*Goal of the exercise:* Whenever the string "Tarde" appears in a line below, please copy the line out.

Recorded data
****
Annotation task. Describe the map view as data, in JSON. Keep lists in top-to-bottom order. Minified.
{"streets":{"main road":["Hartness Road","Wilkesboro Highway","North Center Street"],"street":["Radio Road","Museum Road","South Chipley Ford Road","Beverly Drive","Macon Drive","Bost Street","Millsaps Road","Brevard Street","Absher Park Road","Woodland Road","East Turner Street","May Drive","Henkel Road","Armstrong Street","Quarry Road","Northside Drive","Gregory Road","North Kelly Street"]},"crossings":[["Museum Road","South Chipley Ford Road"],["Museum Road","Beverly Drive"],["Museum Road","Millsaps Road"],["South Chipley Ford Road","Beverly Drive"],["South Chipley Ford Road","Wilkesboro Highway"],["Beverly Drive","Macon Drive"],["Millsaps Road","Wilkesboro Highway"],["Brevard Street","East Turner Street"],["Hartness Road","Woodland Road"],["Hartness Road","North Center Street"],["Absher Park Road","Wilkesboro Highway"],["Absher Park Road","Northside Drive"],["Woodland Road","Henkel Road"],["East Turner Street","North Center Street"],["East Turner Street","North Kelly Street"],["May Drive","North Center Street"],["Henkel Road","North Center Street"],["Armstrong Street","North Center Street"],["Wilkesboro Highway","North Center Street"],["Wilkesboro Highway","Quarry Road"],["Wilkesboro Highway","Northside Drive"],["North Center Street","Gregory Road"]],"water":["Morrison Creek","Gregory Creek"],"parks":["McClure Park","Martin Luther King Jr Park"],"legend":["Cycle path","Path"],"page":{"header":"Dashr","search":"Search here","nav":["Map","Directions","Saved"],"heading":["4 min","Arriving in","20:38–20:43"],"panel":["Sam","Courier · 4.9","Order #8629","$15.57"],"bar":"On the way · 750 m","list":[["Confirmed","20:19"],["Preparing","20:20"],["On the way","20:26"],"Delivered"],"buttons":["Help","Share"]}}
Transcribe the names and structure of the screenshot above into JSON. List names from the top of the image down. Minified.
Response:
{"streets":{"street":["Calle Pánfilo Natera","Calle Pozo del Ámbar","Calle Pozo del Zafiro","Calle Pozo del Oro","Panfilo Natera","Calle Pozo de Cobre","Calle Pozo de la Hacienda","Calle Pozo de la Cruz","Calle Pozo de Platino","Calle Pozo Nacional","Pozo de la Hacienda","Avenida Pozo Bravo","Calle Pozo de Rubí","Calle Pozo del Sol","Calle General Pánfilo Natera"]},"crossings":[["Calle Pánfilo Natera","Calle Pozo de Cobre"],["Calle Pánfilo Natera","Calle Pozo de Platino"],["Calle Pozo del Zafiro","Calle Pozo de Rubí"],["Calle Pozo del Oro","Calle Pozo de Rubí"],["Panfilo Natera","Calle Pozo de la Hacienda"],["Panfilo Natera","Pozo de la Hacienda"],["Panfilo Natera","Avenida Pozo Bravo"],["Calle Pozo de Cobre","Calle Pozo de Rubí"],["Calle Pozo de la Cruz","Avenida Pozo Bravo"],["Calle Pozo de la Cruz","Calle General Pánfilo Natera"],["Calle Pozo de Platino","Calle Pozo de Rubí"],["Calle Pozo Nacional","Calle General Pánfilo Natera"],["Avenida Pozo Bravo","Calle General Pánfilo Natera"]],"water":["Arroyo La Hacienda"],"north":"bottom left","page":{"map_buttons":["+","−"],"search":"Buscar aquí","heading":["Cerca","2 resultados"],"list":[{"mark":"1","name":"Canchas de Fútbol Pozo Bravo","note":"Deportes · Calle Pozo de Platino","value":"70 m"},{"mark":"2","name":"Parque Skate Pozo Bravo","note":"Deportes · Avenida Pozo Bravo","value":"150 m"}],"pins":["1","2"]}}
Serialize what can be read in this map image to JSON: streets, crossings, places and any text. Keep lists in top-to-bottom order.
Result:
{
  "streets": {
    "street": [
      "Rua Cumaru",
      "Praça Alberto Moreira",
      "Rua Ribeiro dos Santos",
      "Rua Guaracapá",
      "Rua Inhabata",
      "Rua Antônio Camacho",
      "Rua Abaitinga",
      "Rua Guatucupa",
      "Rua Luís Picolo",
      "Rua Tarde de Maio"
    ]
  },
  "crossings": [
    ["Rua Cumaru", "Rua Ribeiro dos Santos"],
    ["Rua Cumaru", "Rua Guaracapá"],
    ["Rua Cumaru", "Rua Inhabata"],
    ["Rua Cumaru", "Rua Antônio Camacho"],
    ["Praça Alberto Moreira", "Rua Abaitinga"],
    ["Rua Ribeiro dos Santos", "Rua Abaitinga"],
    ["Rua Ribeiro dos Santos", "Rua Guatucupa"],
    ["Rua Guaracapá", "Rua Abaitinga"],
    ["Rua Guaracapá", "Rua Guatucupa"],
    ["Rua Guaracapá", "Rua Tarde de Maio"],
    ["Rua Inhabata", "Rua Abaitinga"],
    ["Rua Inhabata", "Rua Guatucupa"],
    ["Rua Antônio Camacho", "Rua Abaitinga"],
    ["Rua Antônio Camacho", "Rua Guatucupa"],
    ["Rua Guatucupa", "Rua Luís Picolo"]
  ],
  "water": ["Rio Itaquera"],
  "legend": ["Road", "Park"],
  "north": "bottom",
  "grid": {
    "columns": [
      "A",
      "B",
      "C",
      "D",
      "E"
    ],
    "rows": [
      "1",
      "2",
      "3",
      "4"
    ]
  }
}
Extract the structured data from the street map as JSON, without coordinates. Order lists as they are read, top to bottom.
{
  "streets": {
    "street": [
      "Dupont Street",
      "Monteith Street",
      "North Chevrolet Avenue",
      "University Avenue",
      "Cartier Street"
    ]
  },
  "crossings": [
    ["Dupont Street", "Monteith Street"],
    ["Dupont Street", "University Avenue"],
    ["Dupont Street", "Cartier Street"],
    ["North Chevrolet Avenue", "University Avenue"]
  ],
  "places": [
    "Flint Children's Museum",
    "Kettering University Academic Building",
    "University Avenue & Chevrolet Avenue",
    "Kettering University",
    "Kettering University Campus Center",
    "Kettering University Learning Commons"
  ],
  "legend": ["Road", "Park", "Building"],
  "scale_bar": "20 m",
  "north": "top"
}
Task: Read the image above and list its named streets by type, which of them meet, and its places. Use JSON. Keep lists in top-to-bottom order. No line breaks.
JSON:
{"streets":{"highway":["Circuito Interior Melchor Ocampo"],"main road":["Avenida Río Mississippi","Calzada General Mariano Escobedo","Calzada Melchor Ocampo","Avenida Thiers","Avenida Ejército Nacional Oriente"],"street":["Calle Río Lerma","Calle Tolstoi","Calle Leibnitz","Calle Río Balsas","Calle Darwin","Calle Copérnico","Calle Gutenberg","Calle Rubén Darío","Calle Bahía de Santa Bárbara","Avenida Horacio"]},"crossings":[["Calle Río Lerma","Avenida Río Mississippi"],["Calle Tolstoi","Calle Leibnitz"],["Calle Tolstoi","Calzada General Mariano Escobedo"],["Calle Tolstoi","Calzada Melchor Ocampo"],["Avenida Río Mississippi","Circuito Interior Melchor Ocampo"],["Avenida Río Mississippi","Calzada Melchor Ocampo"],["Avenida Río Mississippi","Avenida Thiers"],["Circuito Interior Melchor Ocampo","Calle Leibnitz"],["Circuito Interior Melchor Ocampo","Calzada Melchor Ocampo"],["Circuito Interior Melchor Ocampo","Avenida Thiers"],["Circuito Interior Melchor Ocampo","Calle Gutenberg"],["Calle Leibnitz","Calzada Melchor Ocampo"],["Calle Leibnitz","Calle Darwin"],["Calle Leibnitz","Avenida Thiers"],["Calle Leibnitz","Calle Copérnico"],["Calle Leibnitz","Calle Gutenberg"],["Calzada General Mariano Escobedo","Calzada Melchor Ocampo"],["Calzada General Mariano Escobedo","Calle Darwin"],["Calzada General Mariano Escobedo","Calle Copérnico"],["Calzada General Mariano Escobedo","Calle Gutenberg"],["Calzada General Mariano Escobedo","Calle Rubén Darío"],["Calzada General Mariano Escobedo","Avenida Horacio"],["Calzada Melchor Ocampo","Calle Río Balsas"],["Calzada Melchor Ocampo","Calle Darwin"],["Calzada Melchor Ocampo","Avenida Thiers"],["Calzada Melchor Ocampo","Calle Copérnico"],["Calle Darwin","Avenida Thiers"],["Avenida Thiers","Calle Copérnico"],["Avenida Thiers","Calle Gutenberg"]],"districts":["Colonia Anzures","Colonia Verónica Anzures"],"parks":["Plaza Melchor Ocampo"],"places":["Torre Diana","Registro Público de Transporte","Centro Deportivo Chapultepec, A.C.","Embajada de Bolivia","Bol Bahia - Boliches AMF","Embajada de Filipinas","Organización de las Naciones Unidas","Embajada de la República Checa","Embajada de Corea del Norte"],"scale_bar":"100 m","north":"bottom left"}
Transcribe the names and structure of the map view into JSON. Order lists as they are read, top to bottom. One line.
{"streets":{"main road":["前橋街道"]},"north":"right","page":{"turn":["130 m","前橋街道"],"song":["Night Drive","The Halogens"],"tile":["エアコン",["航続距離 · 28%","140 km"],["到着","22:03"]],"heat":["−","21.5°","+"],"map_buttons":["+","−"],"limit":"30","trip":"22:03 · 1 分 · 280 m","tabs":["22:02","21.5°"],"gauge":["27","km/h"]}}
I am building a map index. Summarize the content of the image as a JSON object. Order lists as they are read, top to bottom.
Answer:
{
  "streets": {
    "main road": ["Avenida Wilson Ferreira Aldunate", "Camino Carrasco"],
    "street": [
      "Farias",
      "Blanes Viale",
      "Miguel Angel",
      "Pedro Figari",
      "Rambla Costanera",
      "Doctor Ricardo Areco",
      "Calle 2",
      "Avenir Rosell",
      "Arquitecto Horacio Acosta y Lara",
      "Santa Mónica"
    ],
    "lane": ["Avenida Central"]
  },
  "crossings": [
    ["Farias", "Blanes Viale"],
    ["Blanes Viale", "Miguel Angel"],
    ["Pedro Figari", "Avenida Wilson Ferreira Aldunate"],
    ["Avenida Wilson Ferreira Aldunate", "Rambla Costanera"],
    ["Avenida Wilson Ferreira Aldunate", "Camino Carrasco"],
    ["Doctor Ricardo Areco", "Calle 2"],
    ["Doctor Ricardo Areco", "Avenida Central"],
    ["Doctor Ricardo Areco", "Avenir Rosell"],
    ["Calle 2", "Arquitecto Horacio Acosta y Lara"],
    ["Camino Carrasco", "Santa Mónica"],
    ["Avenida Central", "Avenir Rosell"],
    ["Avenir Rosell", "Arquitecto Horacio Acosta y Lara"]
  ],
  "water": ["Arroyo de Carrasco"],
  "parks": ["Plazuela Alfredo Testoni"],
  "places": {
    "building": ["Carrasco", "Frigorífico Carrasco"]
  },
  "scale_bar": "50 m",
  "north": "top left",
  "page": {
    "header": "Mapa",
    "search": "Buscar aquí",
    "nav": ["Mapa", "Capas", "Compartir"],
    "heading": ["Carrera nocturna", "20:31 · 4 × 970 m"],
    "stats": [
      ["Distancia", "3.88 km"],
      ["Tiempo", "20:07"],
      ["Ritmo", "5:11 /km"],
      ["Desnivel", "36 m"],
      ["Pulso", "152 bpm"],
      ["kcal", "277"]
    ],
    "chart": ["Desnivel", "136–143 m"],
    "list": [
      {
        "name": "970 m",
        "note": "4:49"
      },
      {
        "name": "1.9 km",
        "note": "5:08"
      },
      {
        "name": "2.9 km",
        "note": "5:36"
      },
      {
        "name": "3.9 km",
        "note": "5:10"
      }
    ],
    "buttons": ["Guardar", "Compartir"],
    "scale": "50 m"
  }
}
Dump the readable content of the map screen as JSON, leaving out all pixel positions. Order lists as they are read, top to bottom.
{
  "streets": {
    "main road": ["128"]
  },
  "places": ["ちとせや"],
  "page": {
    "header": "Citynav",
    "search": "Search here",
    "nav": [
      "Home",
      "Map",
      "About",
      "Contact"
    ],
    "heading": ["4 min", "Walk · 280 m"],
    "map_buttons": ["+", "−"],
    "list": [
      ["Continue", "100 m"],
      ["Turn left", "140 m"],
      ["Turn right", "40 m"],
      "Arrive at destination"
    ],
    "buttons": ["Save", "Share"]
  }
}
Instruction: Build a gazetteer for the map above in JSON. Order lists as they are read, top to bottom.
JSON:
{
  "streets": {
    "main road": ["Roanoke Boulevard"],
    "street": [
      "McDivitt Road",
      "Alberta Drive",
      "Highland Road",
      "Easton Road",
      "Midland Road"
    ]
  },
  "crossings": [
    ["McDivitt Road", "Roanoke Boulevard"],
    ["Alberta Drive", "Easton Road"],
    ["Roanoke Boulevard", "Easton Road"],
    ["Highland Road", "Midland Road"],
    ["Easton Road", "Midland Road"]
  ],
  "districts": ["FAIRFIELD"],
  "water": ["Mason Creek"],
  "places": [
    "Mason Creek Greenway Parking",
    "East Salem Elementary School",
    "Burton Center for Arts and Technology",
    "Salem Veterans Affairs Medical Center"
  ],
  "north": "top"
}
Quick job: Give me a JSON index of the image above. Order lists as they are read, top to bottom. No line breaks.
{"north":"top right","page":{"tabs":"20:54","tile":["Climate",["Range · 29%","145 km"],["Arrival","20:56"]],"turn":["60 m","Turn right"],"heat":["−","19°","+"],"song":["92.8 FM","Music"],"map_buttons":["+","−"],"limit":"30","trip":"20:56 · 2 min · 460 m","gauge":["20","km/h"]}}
****
*Answer section:*
      "Rua Tarde de Maio"
    ["Rua Guaracapá", "Rua Tarde de Maio"],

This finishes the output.